24 dead in religious school fire in Malaysia: official
A total of 24 people have died in a fire at a religious school in Kuala Lumpur early Thursday morning, said a Malaysian Fire and Rescue Department official.
Malaysian Fire and Rescue personnel stand outside the Darul Quran Ittifaqiyah religious school in Kuala Lumpur on September 14, 2017. [Photo: VCG/Patrick Lee]
Soiman Jahid, deputy director of the Fire and Rescue Department, said the latest death toll stands at 24, including 22 students and teachers of the school. The fire department had said earlier that at least 25 were killed in the fire.
The fire broke out at a three-storey building not far from the city center.

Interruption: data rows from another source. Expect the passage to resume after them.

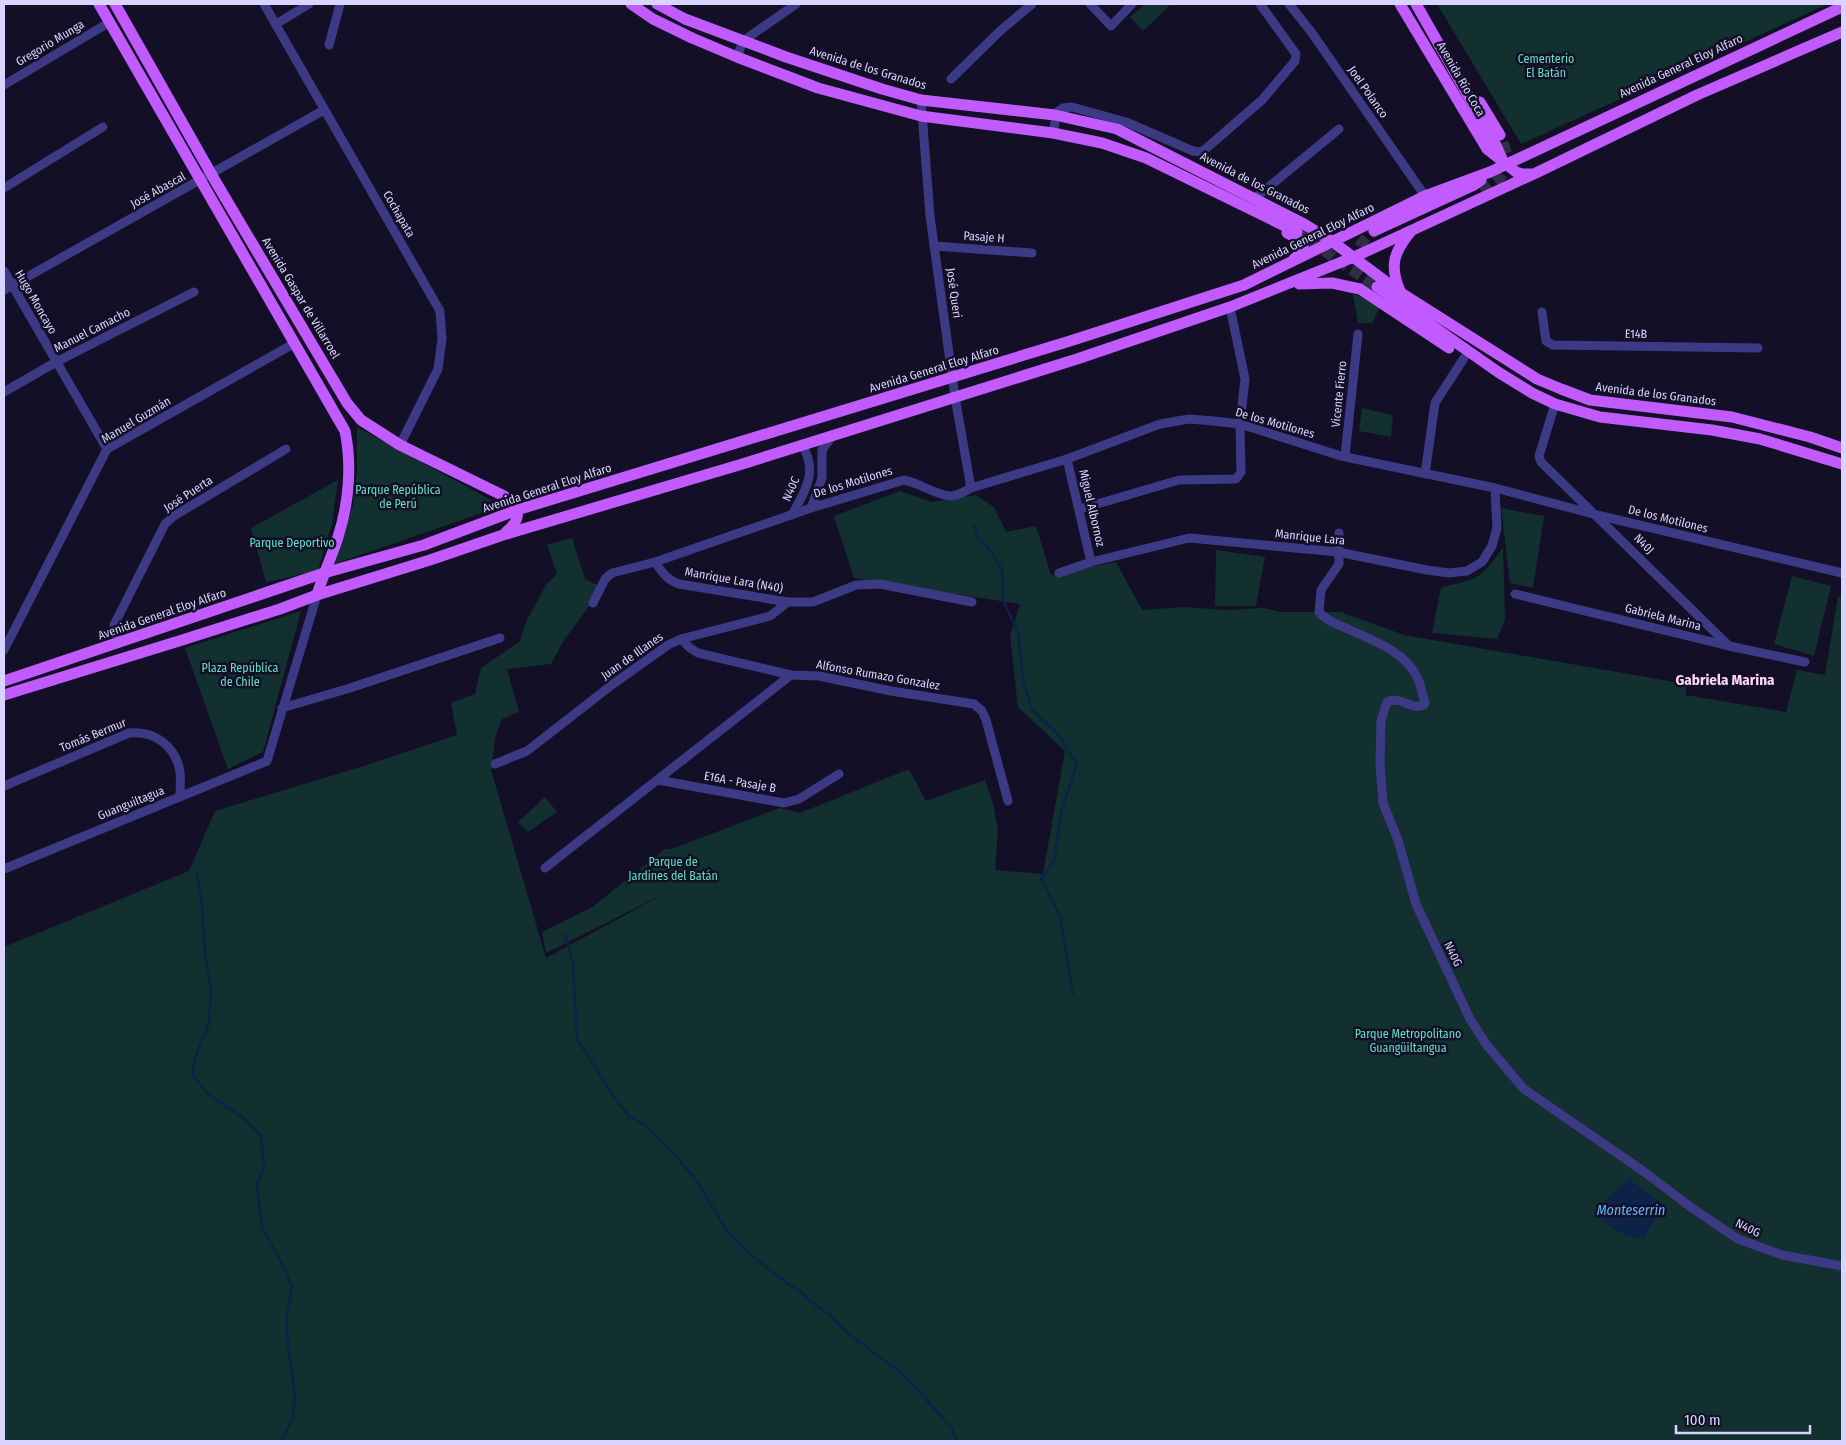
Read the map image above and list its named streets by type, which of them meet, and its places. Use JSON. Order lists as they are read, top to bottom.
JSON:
{
  "streets": {
    "main road": [
      "Avenida General Eloy Alfaro",
      "Avenida de los Granados",
      "Avenida Río Coca",
      "Avenida Gaspar de Villarroel"
    ],
    "street": [
      "Gregorio Munga",
      "Joel Polanco",
      "José Abascal",
      "Cochapata",
      "Pasaje H",
      "José Queri",
      "Hugo Moncayo",
      "Manuel Camacho",
      "E14B",
      "Vicente Fierro",
      "Manuel Guzmán",
      "De los Motilones",
      "N40C",
      "José Puerta",
      "Miguel Albornoz",
      "Manrique Lara",
      "N40J",
      "Manrique Lara (N40)",
      "Gabriela Marina",
      "Juan de Illanes",
      "Alfonso Rumazo Gonzalez",
      "Tomás Bermur",
      "E16A - Pasaje B",
      "Guanguiltagua",
      "N40G"
    ]
  },
  "crossings": [
    ["Avenida General Eloy Alfaro", "Avenida de los Granados"],
    ["Avenida General Eloy Alfaro", "Avenida Río Coca"],
    ["Avenida General Eloy Alfaro", "Joel Polanco"],
    ["Avenida General Eloy Alfaro", "José Queri"],
    ["Avenida General Eloy Alfaro", "Avenida Gaspar de Villarroel"],
    ["Avenida General Eloy Alfaro", "José Puerta"],
    ["Avenida de los Granados", "José Queri"],
    ["José Abascal", "Cochapata"],
    ["José Abascal", "Avenida Gaspar de Villarroel"],
    ["José Abascal", "Hugo Moncayo"],
    ["Cochapata", "Avenida Gaspar de Villarroel"],
    ["Pasaje H", "José Queri"],
    ["José Queri", "De los Motilones"],
    ["Hugo Moncayo", "Manuel Camacho"],
    ["Hugo Moncayo", "Manuel Guzmán"],
    ["Vicente Fierro", "De los Motilones"],
    ["De los Motilones", "N40C"],
    ["De los Motilones", "Miguel Albornoz"],
    ["De los Motilones", "Manrique Lara"],
    ["De los Motilones", "N40J"],
    ["De los Motilones", "Manrique Lara (N40)"],
    ["Miguel Albornoz", "Manrique Lara"],
    ["Manrique Lara", "N40G"],
    ["N40J", "Gabriela Marina"],
    ["Manrique Lara (N40)", "Juan de Illanes"],
    ["Juan de Illanes", "Alfonso Rumazo Gonzalez"],
    ["Tomás Bermur", "Guanguiltagua"]
  ],
  "districts": ["Gabriela Marina"],
  "water": ["Monteserrin"],
  "parks": [
    "Cementerio El Batán",
    "Parque República de Perú",
    "Parque Deportivo",
    "Plaza República de Chile",
    "Parque de Jardines del Batán",
    "Parque Metropolitano Guangüiltangua"
  ],
  "scale_bar": "100 m"
}
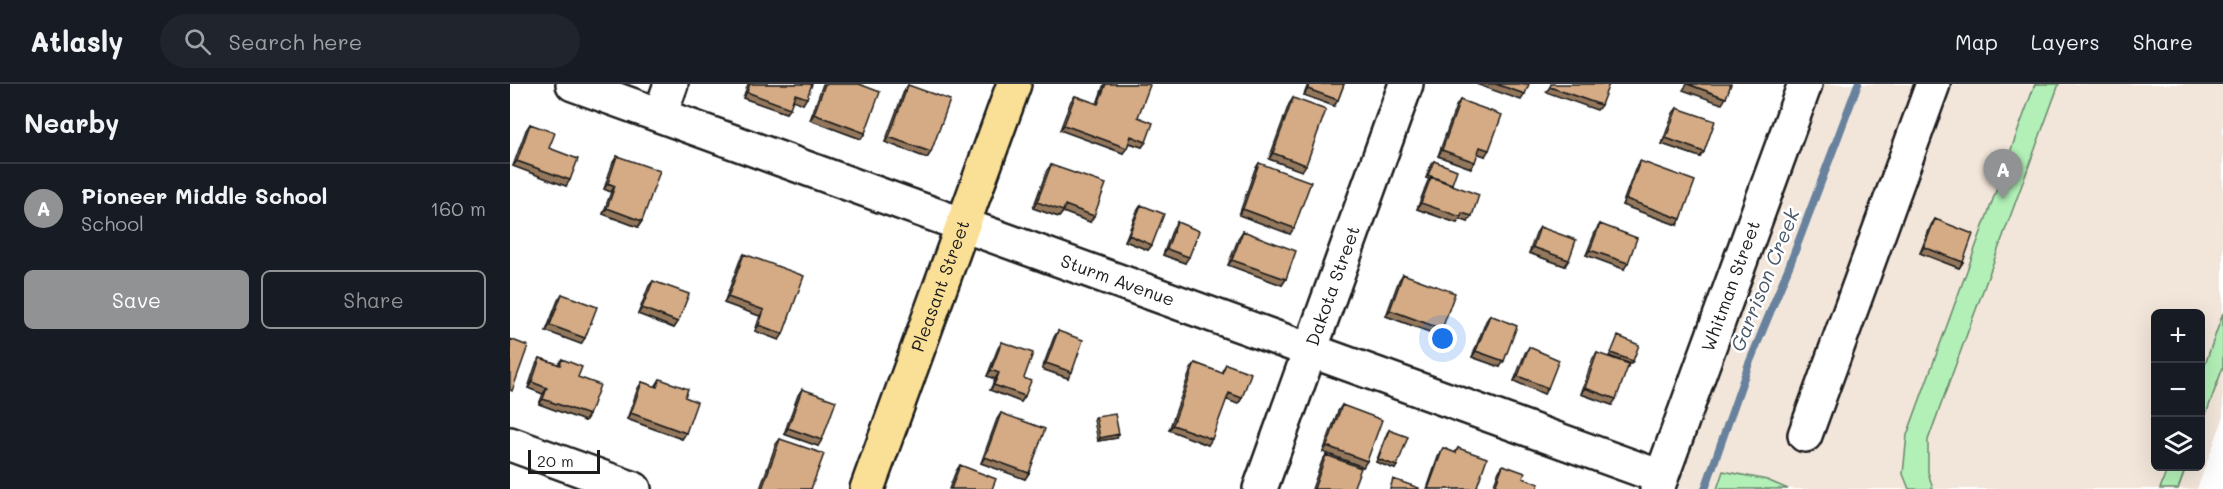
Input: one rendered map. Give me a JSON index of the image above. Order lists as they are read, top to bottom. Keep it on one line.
{"streets":{"main road":["Pleasant Street"],"street":["Sturm Avenue","Whitman Street","Dakota Street"]},"crossings":[["Sturm Avenue","Whitman Street"],["Sturm Avenue","Pleasant Street"],["Sturm Avenue","Dakota Street"]],"water":["Garrison Creek"],"scale_bar":"20 m","page":{"header":"Atlasly","search":"Search here","nav":["Map","Layers","Share"],"heading":"Nearby","pins":"A","list":[{"mark":"A","name":"Pioneer Middle School","note":"School","value":"160 m"}],"buttons":["Save","Share"],"map_buttons":["+","−"],"scale":"20 m"}}
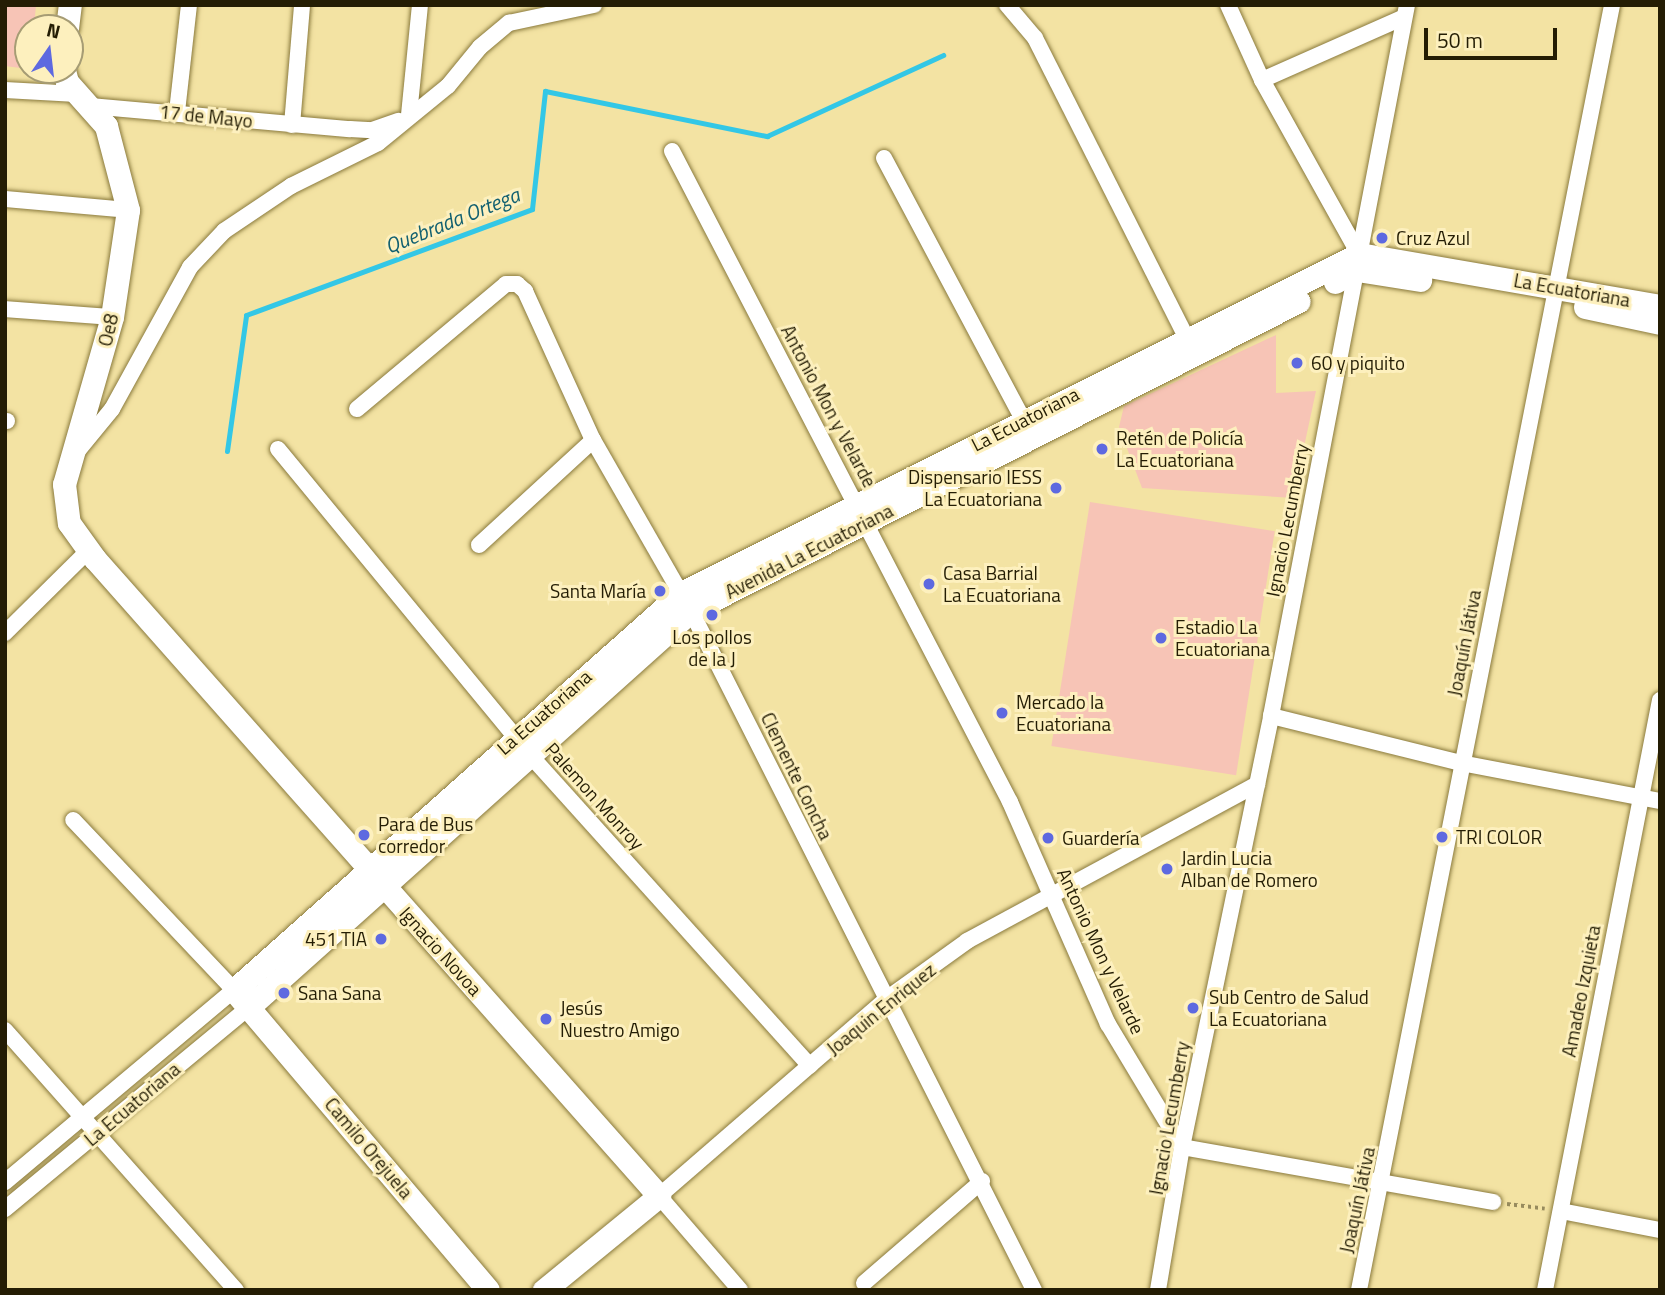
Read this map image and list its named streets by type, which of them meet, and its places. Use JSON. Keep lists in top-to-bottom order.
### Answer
{
  "streets": {
    "street": [
      "17 de Mayo",
      "La Ecuatoriana",
      "Oe8",
      "Antonio Mon y Velarde",
      "Ignacio Lecumberry",
      "Avenida La Ecuatoriana",
      "Joaquín Játiva",
      "Clemente Concha",
      "Palemon Monroy",
      "Ignacio Novoa",
      "Amadeo Izquieta",
      "Joaquin Enriquez",
      "Camilo Orejuela"
    ]
  },
  "crossings": [
    ["17 de Mayo", "Oe8"],
    ["La Ecuatoriana", "Antonio Mon y Velarde"],
    ["La Ecuatoriana", "Avenida La Ecuatoriana"],
    ["La Ecuatoriana", "Joaquín Játiva"],
    ["La Ecuatoriana", "Clemente Concha"],
    ["La Ecuatoriana", "Palemon Monroy"],
    ["La Ecuatoriana", "Ignacio Novoa"],
    ["La Ecuatoriana", "Camilo Orejuela"],
    ["Oe8", "Ignacio Novoa"],
    ["Antonio Mon y Velarde", "Ignacio Lecumberry"],
    ["Antonio Mon y Velarde", "Avenida La Ecuatoriana"],
    ["Antonio Mon y Velarde", "Joaquin Enriquez"],
    ["Ignacio Lecumberry", "Avenida La Ecuatoriana"],
    ["Ignacio Lecumberry", "Joaquin Enriquez"],
    ["Avenida La Ecuatoriana", "Clemente Concha"],
    ["Avenida La Ecuatoriana", "Palemon Monroy"],
    ["Avenida La Ecuatoriana", "Ignacio Novoa"],
    ["Clemente Concha", "Joaquin Enriquez"],
    ["Palemon Monroy", "Joaquin Enriquez"],
    ["Ignacio Novoa", "Joaquin Enriquez"]
  ],
  "water": ["Quebrada Ortega"],
  "places": [
    "Cruz Azul",
    "60 y piquito",
    "Retén de Policía La Ecuatoriana",
    "Dispensario IESS La Ecuatoriana",
    "Casa Barrial La Ecuatoriana",
    "Santa María",
    "Los pollos de la J",
    "Estadio La Ecuatoriana",
    "Mercado la Ecuatoriana",
    "Para de Bus corredor",
    "TRI COLOR",
    "Guardería",
    "Jardin Lucia Alban de Romero",
    "451 TIA",
    "Sana Sana",
    "Sub Centro de Salud La Ecuatoriana",
    "Jesús Nuestro Amigo"
  ],
  "scale_bar": "50 m",
  "north": "top"
}
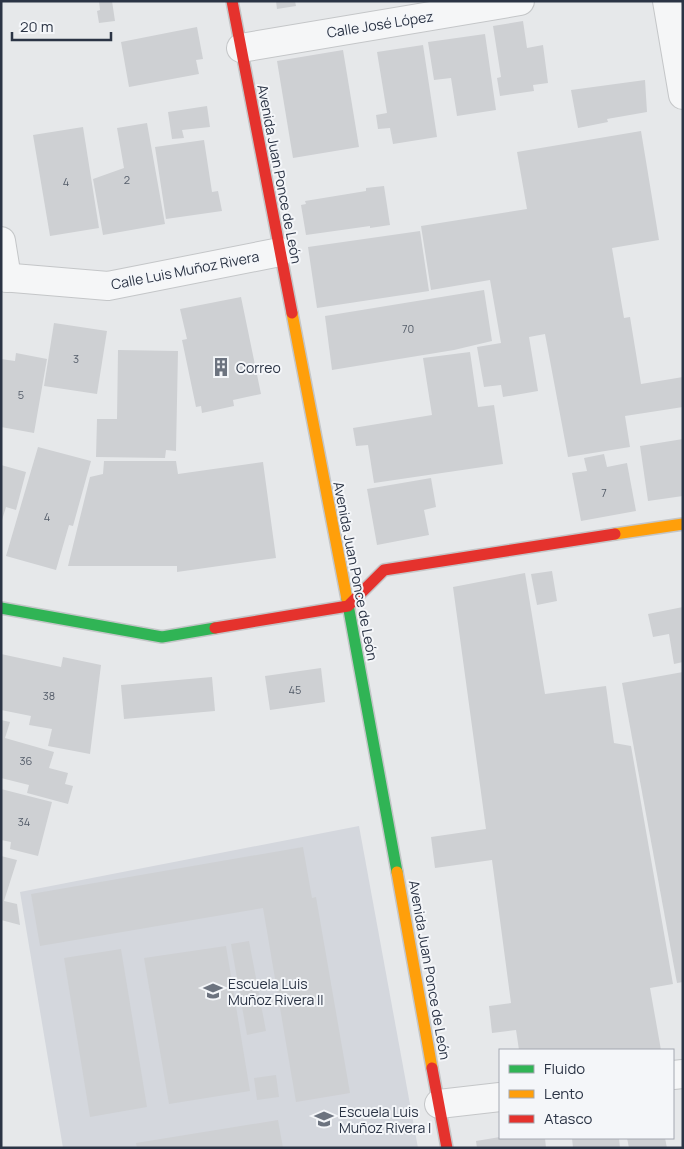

Firefighters were dispatched to the scene after they received a fire alert at around 5:41 a.m. local time, but by the time they arrived, "the situation has become severe with 80 to 90 percent of the building on fire," Soiman told reporters.
Videos posted on social media showed that the three-storey building of the religious school was engulfed in raging fire before the firefighters' arrival.
The burnt bodies of the victims were found on the third floor after they were trapped in the building, he said.
The windows were sealed by fix grills, so the victims couldn't escape, Soiman said, adding that the sole staircase is in the middle of the building, "but the smoke was very thick that they couldn't get out."
According to Kuala Lumpur police chief Amar Singh, a total of 36 students aged 13 to 17 and six teachers were in the building when the fire broke out. The fire was put out one hour after the firefighters arrived.
"So far we do not suspect any foul plays," he said.
Soiman said the fire department has started investigation and "hopefully in two to three days we could find the actual cause of the fire."
He said the operator of the school had only recently submitted the application for approval to the fire department, and the fire broke out before authorities could conduct the fire safety inspection. Local media has reported earlier that the safety measures at unregistered and private schools were a concern to the authorities.